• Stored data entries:
────────────────────

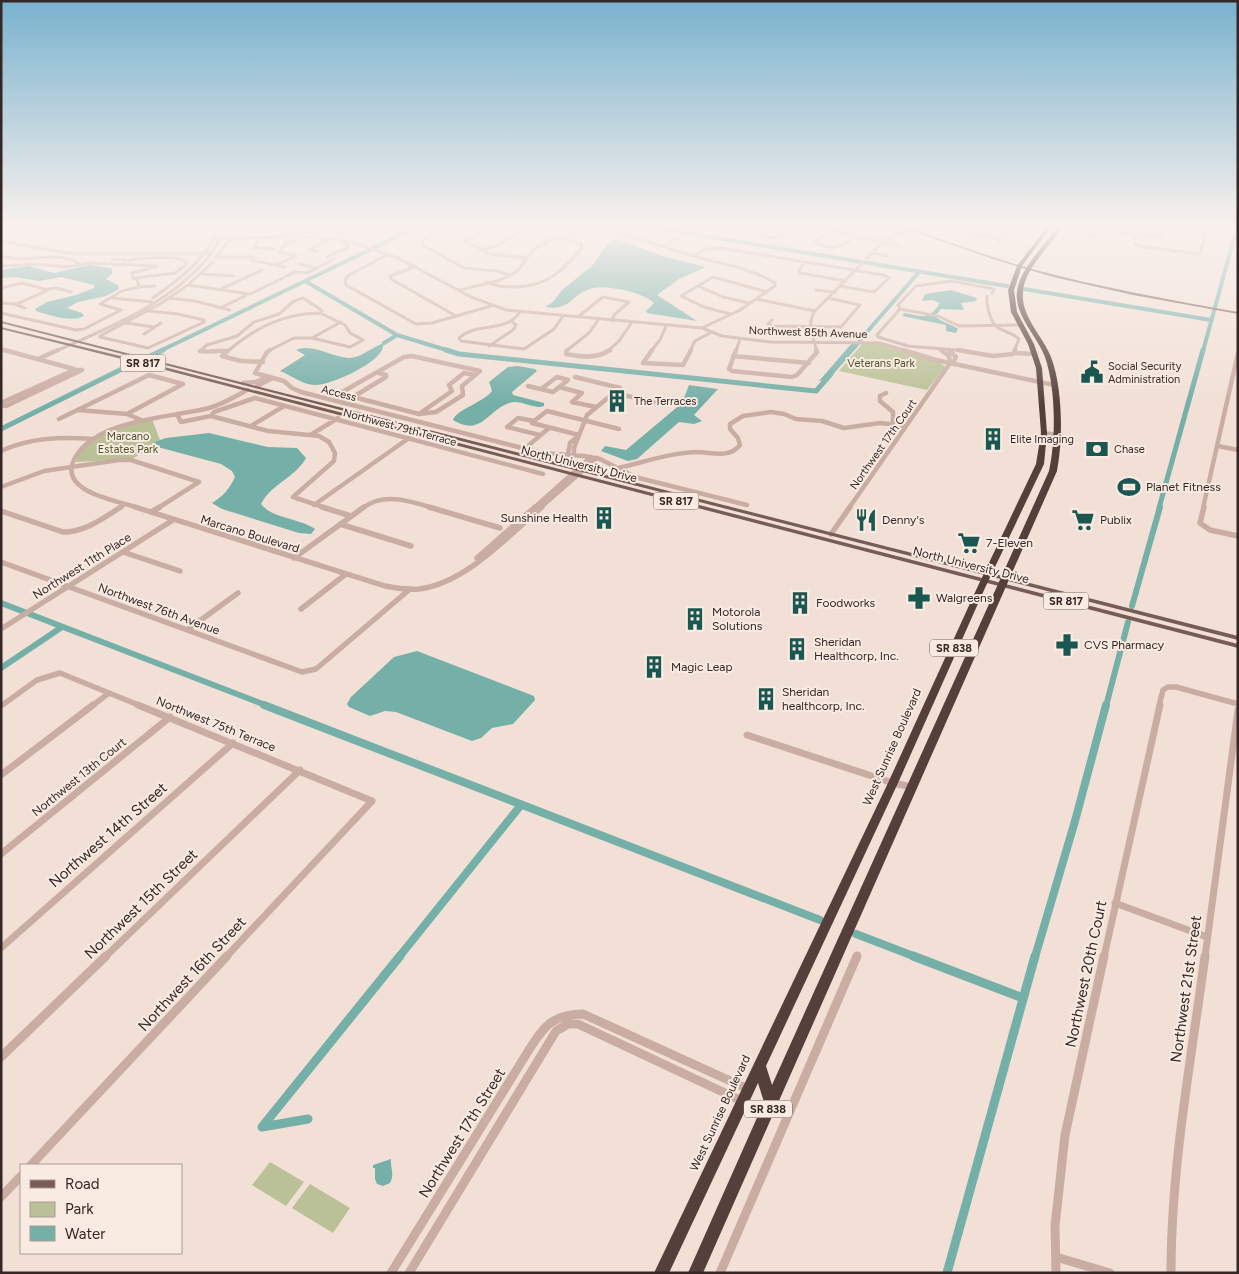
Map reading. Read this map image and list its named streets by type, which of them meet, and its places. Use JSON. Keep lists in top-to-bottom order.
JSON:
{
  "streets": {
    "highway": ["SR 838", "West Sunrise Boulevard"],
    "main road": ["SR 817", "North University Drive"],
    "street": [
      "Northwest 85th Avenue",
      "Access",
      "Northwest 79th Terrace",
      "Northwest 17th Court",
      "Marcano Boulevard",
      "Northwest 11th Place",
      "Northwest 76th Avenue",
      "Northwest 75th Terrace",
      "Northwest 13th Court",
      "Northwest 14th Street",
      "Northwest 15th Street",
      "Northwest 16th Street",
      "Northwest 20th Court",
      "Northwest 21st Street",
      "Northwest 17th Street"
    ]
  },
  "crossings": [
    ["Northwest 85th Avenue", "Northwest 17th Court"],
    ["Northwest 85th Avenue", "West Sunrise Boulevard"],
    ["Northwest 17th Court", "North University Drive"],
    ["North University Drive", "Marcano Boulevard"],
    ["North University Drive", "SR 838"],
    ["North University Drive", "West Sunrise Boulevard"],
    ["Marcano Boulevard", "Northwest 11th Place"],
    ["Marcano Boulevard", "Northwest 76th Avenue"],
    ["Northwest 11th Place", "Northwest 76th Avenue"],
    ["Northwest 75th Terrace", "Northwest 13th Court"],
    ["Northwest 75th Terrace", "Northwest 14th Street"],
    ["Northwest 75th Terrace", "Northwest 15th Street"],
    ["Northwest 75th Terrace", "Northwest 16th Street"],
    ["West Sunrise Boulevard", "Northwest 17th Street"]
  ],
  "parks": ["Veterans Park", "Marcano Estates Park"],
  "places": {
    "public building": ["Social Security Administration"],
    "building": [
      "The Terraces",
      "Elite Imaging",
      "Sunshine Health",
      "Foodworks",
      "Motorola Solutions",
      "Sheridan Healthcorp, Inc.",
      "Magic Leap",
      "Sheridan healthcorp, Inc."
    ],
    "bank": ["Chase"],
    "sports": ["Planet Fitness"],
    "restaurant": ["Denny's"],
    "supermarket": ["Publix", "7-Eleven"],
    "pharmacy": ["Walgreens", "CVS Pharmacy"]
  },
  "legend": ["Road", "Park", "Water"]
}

────────────────────

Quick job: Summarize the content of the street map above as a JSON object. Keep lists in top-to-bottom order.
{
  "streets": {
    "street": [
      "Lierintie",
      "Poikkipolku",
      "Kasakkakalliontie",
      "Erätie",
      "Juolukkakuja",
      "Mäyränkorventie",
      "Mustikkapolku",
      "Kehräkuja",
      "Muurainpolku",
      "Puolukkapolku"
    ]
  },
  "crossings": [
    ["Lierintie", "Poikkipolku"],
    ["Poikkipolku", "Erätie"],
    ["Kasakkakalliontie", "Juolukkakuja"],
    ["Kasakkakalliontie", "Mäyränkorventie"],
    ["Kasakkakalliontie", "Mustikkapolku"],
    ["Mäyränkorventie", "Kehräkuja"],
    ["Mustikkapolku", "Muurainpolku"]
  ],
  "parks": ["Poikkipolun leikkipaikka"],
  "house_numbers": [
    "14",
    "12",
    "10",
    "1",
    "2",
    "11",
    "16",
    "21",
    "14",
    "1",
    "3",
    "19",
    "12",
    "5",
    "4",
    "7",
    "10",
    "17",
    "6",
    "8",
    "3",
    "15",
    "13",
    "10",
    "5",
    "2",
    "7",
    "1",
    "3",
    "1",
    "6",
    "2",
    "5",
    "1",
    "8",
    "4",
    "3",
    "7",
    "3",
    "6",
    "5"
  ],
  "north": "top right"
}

────────────────────

• Work required: Copy all lines from the data that hold the word "order".

• Response to this exercise:
Map reading. Read this map image and list its named streets by type, which of them meet, and its places. Use JSON. Keep lists in top-to-bottom order.
Quick job: Summarize the content of the street map above as a JSON object. Keep lists in top-to-bottom order.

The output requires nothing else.